My question is on the detectable immune response. I’ve been exposed to Covid-19 repeatedly – I was in northern Italy at the end of February and in NYC the first two weeks of March, during which I had dinner with one friend who developed a fever 2 days later, and kissed someone who developed a fever 4 days later – both of whom later tested positive for Covid antibodies. I then flew to California and 10 days later my roommate developed Covid symptoms and later tested positive for antibodies. During the week she was sick with a 101 fever and bad cough, we still ate dinner together, I was around her while she was coughing, and we shared the same space. I never developed symptoms and, despite my friends accusing me of being patient 0, have twice tested negative for antibodies. What is your hypothesis on why that is? Could my innate immune system have fought off any virus I was exposed to? If I mounted an adaptive immune response could my neutralizing antibody levels not be over the threshold for a positive serology test? Would you speculate that I may have helper T cells that may recognize the virus? I acknowledge that without data it’s impossible to know, but I’d still be interested in your speculations. And, if you know of any researchers in the SF Bay Area looking for Covid study participants that fit my description I’d be happy to volunteer.
Thanks so much,
Hi Immune Team,
I saw this paper on UCSF Grand rounds last week on impaired type one interferon activity. The presenter spent 10 seconds on the paper!! This was a bit of an annoyance. I had several questions and thought it might be a good discussion for everyone. The paper on page 2 says that plasmacytoid dendritic cells are the main source of IFN-alpha. I think my problem is I do not understand how dendritic cells are classified. The paper appears to suggest that alpha and beta type I interferons are affected differently by SARS-CoV-2. I am perplexed. What are plasmacytoid dendritic cells good for? Kuby 8th edition page 95 says that plasmacytoid dendritic cells secrete type III interferons.

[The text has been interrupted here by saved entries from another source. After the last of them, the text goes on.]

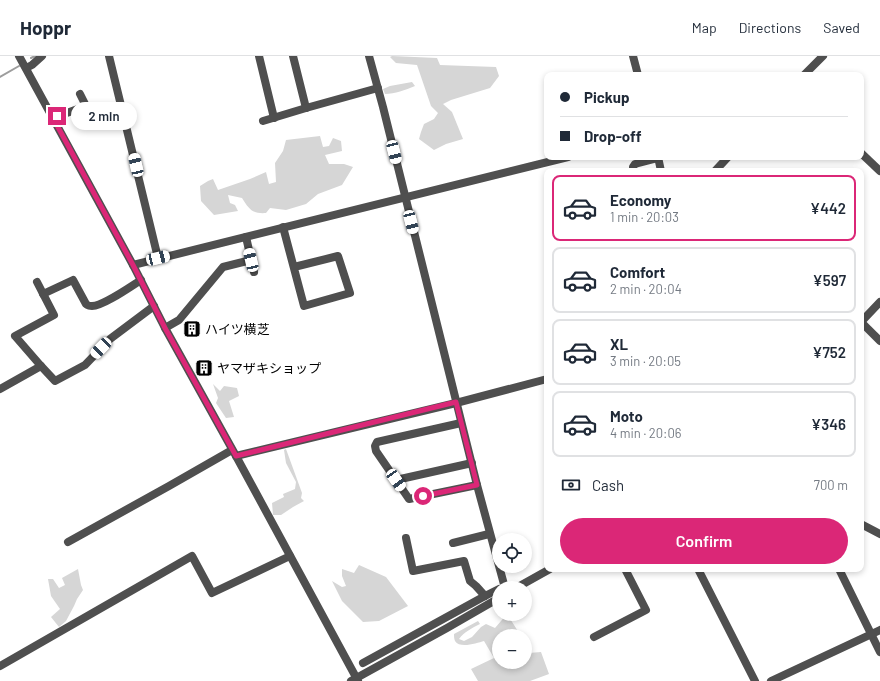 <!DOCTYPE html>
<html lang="en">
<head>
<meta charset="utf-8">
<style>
  body { margin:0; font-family:Barlow,"Noto Sans JP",sans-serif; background:#f2f2f3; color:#1f2937; height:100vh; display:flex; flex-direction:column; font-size:15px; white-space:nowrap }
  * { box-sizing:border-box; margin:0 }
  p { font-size:13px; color:#747a83 }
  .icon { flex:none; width:22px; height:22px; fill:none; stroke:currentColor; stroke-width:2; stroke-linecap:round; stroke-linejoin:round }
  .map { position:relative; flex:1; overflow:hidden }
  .drawer { position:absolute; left:544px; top:112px; width:320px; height:404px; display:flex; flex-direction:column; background:#fff; border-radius:8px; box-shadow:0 2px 6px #0003 }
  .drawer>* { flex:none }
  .top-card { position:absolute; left:544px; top:16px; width:320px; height:88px; border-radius:8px; box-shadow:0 2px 6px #0003; display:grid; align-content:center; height:88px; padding:0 16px; background:#fff }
  .fabs { position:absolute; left:492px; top:477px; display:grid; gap:8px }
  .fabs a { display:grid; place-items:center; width:40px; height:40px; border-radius:50%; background:#fff; box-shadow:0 2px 6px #0003; font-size:20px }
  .end { position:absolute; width:18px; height:18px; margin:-9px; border:5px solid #db2777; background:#fff; box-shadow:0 0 0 2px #fff }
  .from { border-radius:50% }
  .bubble { position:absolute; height:28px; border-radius:14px; background:#fff; box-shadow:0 2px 6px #0003; font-size:13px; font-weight:600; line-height:28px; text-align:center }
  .car { position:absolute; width:12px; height:24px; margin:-12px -6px; border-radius:5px; box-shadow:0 0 3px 1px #0007; background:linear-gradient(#fff 24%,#345 0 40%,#fff 0 76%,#345 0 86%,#fff 0) }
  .top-card b { display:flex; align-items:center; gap:14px; height:38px; font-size:15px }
  .top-card b+b { border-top:1px solid #e0e1e3 }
  .top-card i { width:10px; height:10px; background:#1f2937 }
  ul { padding:7px 0 0; list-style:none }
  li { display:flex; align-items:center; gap:12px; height:66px; margin:0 8px 6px; padding:0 8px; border:2px solid #e0e1e3; border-radius:8px }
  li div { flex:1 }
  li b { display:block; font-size:15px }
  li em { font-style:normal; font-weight:600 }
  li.on { border-color:#db2777 }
  li>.icon { width:36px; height:36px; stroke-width:1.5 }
  .pay { display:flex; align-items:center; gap:10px; height:44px; padding:0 16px; font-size:15px }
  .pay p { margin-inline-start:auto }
  .button { display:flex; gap:8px; margin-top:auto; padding:8px 16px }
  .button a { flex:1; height:46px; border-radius:24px; background:#db2777; color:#fff; font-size:16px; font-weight:600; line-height:46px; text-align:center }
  header { display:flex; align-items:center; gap:24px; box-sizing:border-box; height:56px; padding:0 20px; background:#fff; border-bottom:1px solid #e0e1e3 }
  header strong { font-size:19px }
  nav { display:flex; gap:22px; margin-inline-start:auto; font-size:14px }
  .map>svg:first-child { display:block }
  .green { fill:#d6d6d6 }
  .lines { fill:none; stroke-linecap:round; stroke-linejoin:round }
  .stream { stroke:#9d9d9d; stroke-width:2 }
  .minor { stroke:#4f4f4f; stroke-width:8 }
  .tertiary { stroke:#4f4f4f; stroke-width:8 }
  .route { stroke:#db2777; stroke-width:5 }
  .labels { text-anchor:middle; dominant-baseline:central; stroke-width:3.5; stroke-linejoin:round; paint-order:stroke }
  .poi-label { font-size:13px; fill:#000; stroke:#fff; text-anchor:start }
</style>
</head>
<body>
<header>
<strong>Hoppr</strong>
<nav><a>Map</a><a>Directions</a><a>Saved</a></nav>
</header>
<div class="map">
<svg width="880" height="625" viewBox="0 0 880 625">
  <rect width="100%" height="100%" fill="#fff"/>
  <g class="green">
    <polygon points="392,0 437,2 440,9 496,11 499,20 490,32 451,44 443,48 452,56 463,83 446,88 434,94 419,83 421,76 424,68 434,63 438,57 431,50 417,9 396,7 390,1"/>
    <path d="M412 26 415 30C405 34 395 38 385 38L383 33 390 30Z"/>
    <path d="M320 80 323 91 329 90 333 82 341 85 342 95 325 99 329 108H344L353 111 342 129 318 138 306 148 286 154 270 152 266 157C252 158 249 153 242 142L228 139 230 147 235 149 238 155 214 159 201 145 200 130 208 125 213 123 218 134 250 123 266 116 269 128 276 126 275 107 283 95 286 84Z"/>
    <polygon points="213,328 220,335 224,330 237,332 239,340 229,345 234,361 226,362 216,347 218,342"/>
    <polygon points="286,393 302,437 301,442 304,445 293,451 281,459 273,459 272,447 284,441 283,438 295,433 296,426 286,407 284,394"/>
    <polygon points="359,509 386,521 408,550 379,565 363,566 342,545 332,525 342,531 346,530 342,520 342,513 354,517"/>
    <polygon points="78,513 81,529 83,534 77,543 74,550 66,565 59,571 51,561 60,553 51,540 48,523 53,523 59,532 65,529 62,522"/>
    <path d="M507 558 521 580H499V606H525V583L531 587 529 597 541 596 549 618 530 625H478L471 613 494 602 484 585C477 587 460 593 455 585 454 583 454 580 454 578L478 565 480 568C472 572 464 576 459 583L464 585 472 581 481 571 486 568 495 572Z"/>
  </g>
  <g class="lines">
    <g class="stream">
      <polyline points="31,2 35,0"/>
      <polyline points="0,21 19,10"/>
    </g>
    <g class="minor">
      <polyline points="109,0 158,202"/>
      <polyline points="259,0 274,62"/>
      <polyline points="293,0 306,52"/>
      <polyline points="369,0 383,51 477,429 505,532"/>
      <polyline points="26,12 32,9 42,0"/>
      <polyline points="804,19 823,0"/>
      <polyline points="53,62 86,50 80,38"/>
      <polyline points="263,65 306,52 378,32"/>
      <polyline points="861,97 880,115"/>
      <polyline points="633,115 633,111 635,108 658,102"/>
      <polyline points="715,115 728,101"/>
      <polyline points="283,171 304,250 350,237 338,200 294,211"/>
      <polyline points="246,181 254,216"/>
      <polyline points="133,209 568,101"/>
      <polyline points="37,226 54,259 15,280 41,310 55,325 85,309 110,283 154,250"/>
      <path d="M43 238 73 224 86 248C89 250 88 250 92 250 103 250 130 231 141 224"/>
      <polyline points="861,266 880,285"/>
      <polyline points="165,272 179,264 223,211 251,204"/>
      <polyline points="0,333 41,310"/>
      <polyline points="461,367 377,386 375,390 376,395 409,443 477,429"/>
      <polyline points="236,400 456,347 547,323"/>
      <polyline points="396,424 472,407"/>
      <polyline points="861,468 880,478"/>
      <polyline points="406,482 413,515 464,505 470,525 476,530 485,540"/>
      <polyline points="68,486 169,430 232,394"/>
      <polyline points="453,487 489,478"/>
      <polyline points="698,513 755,625"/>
      <polyline points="839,513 880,596"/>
      <polyline points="594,581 646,554 625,513"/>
      <polyline points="363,607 485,540 499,533"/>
      <polyline points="0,610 192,500 212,537 290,500"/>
      <polyline points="771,625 880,574"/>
    </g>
    <g class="tertiary">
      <polyline points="19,0 133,209 165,272 236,400 358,625"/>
      <polyline points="633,0 638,19"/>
      <polyline points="658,101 661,115"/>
      <polyline points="861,266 880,246"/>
      <polyline points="516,532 550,513"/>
      <polyline points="351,625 447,572 499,542"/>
    </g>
  </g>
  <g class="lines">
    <polyline class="route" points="57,60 53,62 133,209 165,272 236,400 456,346 477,429 423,440"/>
  </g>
  <defs>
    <g id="building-square" transform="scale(0.9)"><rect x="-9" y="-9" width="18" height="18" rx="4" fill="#000" stroke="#fff"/><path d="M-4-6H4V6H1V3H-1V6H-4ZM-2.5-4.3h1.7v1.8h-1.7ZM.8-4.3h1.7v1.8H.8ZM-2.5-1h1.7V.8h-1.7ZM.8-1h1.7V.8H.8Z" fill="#fff"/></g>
  </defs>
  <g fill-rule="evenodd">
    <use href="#building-square" x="192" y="273"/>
    <use href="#building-square" x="204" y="312"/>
  </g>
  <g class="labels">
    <g class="poi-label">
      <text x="205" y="273">ハイツ横芝</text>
      <text x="217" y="312">ヤマザキショップ</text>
    </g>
  </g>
</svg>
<div class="fabs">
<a><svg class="icon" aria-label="locate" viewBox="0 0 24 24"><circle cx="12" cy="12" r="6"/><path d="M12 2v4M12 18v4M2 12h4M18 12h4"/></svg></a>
<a>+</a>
<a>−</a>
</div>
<i class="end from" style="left:423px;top:440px"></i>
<i class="end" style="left:57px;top:60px"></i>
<div class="bubble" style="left:71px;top:46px;width:66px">2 min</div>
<i class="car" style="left:394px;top:96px;rotate:166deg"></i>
<i class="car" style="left:136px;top:109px;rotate:347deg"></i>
<i class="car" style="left:411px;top:166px;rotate:166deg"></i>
<i class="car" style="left:158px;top:202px;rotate:77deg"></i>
<i class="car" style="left:251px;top:204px;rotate:347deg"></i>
<i class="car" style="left:101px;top:292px;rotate:224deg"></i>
<i class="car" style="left:396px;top:424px;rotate:145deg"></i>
<div class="top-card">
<b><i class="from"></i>Pickup</b>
<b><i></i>Drop-off</b>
</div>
<section class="drawer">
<ul>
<li class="on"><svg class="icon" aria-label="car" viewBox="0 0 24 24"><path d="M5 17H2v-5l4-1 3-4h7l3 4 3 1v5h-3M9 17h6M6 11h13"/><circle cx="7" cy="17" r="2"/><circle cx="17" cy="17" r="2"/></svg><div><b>Economy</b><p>1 min · 20:03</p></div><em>¥442</em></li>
<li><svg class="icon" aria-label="car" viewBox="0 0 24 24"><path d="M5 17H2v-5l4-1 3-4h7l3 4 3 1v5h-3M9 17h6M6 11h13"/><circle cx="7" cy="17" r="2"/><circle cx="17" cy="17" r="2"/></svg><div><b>Comfort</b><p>2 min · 20:04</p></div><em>¥597</em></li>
<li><svg class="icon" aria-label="car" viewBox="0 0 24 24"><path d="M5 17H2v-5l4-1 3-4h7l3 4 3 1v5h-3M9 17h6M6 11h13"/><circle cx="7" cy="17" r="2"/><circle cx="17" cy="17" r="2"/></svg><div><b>XL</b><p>3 min · 20:05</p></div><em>¥752</em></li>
<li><svg class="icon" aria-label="car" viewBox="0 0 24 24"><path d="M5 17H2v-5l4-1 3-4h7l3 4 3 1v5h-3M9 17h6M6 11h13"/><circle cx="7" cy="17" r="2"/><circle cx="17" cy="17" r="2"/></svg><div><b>Moto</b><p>4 min · 20:06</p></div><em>¥346</em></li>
</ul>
<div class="pay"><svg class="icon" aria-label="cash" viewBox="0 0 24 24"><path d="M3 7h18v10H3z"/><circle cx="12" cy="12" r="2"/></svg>Cash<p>700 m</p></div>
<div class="button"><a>Confirm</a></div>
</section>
</div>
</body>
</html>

I have enclosed a link to a second paper, Longitudinal analyses reveal immunological misfiring in severe covid-19. https://www.medrxiv.org/content/10.1101/2020.06.23.20138289v3 I sent it along in case the first was not interesting enough. This paper was much harder for me to understand. I am still working my way through Dr. Racaniellos virology and Dr. Barker’s great immunology videos. They are pushing me into worlds not yet explored.
All of you rock!! You are helping me to expand my reaches. Heck I even started listening to the parasitology podcasts. They are a nice break from covid-19.
Thanks for all that you do to educate the public.